Problem statement -
Only the lines from the top of the data through the line with "position:absolute; left:1570px; top:295px;" should be repeated, each exactly as written.

Data extracts -

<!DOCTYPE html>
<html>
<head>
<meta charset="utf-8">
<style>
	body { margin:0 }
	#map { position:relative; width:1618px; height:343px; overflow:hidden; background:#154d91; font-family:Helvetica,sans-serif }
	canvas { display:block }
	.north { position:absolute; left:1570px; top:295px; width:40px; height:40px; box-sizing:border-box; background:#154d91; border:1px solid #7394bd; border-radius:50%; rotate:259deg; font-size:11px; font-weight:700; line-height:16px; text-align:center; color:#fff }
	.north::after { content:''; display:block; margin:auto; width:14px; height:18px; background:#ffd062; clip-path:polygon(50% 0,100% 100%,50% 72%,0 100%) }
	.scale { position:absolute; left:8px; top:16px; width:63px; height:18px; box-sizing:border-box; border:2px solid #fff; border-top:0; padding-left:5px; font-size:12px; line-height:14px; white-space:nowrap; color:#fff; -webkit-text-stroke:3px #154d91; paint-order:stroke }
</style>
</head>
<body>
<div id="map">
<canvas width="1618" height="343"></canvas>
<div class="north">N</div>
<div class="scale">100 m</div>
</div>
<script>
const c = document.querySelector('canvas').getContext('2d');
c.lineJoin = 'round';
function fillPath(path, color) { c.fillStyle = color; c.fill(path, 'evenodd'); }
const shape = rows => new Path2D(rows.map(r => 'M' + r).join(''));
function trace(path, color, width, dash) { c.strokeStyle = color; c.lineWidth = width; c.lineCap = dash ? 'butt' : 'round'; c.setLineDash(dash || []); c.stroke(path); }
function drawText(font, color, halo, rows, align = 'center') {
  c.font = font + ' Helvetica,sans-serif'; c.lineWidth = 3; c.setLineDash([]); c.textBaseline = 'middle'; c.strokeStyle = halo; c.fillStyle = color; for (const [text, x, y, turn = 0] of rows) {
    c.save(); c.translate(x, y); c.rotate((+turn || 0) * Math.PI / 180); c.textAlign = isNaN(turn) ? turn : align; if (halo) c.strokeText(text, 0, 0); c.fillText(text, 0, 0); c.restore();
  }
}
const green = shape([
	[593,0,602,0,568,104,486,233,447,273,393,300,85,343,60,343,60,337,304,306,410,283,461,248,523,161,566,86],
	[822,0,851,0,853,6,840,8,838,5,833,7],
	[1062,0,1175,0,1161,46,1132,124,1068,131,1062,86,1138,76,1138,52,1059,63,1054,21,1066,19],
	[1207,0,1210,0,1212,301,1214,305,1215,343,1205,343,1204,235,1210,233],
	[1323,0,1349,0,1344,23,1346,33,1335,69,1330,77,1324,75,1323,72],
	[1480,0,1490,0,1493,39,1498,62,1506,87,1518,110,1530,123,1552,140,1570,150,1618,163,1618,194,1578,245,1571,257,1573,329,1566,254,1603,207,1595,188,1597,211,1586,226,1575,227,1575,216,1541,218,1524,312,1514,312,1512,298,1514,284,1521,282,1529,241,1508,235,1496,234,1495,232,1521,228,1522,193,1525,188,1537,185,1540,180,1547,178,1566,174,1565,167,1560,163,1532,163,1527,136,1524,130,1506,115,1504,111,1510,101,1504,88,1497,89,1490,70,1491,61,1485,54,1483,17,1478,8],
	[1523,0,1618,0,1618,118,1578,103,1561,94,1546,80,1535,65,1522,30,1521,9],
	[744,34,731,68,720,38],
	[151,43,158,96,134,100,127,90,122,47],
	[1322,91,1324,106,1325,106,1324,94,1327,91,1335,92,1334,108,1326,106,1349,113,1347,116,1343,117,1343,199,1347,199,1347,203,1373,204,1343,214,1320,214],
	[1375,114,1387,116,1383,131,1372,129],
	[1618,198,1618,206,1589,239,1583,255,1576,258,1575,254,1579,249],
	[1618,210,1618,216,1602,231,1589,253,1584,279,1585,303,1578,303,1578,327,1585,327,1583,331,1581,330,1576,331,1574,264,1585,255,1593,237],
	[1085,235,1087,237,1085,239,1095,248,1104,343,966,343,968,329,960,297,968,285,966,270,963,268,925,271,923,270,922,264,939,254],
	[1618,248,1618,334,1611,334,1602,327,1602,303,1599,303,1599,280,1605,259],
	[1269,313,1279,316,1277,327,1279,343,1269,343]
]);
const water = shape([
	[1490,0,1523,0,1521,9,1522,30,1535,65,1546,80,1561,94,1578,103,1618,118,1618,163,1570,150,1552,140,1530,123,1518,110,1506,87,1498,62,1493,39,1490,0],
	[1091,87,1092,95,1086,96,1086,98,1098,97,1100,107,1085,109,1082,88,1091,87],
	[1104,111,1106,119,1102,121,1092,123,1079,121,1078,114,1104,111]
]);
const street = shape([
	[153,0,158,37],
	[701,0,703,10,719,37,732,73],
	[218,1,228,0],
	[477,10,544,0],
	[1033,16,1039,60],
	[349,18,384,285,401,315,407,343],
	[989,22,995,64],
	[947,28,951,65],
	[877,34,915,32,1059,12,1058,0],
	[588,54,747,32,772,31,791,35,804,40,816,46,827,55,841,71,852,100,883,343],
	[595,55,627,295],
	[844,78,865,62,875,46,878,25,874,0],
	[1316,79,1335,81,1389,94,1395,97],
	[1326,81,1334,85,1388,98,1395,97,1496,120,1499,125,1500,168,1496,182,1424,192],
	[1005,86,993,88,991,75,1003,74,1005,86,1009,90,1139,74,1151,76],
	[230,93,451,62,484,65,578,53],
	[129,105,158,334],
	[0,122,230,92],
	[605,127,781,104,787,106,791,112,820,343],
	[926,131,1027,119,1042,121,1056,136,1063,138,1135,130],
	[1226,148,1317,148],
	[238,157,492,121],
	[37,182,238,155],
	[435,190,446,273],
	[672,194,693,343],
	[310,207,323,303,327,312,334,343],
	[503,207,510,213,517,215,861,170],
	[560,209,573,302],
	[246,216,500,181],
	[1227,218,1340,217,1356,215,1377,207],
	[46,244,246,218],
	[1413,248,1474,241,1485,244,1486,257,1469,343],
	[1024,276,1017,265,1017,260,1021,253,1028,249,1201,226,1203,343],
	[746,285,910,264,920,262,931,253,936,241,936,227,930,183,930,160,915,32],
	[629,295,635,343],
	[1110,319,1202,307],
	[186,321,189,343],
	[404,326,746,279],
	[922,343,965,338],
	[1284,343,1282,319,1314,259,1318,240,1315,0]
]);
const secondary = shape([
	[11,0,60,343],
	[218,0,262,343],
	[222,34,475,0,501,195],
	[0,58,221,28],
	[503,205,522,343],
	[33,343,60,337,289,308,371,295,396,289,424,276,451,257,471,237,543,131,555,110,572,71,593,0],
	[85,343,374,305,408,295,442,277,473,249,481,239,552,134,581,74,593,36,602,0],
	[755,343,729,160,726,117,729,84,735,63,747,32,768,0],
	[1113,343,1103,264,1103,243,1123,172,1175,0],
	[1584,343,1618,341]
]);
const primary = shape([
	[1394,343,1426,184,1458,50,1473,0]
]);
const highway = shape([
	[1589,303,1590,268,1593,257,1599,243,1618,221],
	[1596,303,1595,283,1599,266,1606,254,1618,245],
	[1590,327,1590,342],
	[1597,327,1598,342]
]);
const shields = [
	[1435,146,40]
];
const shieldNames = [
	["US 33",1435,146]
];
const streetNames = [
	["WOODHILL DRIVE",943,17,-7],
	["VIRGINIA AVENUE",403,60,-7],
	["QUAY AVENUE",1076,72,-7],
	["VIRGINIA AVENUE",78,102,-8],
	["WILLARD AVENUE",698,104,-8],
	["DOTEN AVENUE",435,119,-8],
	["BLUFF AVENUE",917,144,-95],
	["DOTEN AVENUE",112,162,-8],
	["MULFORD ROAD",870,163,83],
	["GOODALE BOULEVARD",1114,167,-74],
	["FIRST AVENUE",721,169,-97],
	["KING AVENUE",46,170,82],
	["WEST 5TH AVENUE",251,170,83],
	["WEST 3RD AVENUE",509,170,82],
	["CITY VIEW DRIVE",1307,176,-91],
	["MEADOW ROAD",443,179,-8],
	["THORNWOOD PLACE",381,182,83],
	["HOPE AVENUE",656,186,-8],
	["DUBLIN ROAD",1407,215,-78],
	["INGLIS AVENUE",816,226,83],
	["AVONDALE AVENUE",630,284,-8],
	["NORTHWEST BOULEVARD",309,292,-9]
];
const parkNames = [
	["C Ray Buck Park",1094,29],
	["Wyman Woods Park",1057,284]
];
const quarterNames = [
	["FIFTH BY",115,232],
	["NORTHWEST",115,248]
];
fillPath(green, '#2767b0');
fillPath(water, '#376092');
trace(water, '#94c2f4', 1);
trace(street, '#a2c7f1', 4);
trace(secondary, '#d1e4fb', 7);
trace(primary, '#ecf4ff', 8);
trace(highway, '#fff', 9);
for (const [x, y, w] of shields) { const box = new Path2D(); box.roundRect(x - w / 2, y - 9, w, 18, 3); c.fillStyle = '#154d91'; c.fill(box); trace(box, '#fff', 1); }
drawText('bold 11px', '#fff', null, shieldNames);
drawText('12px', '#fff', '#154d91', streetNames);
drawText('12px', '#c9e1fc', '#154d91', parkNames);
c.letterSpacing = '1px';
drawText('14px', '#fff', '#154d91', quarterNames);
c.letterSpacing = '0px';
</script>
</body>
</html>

Expected answer -
<!DOCTYPE html>
<html>
<head>
<meta charset="utf-8">
<style>
	body { margin:0 }
	#map { position:relative; width:1618px; height:343px; overflow:hidden; background:#154d91; font-family:Helvetica,sans-serif }
	canvas { display:block }
	.north { position:absolute; left:1570px; top:295px; width:40px; height:40px; box-sizing:border-box; background:#154d91; border:1px solid #7394bd; border-radius:50%; rotate:259deg; font-size:11px; font-weight:700; line-height:16px; text-align:center; color:#fff }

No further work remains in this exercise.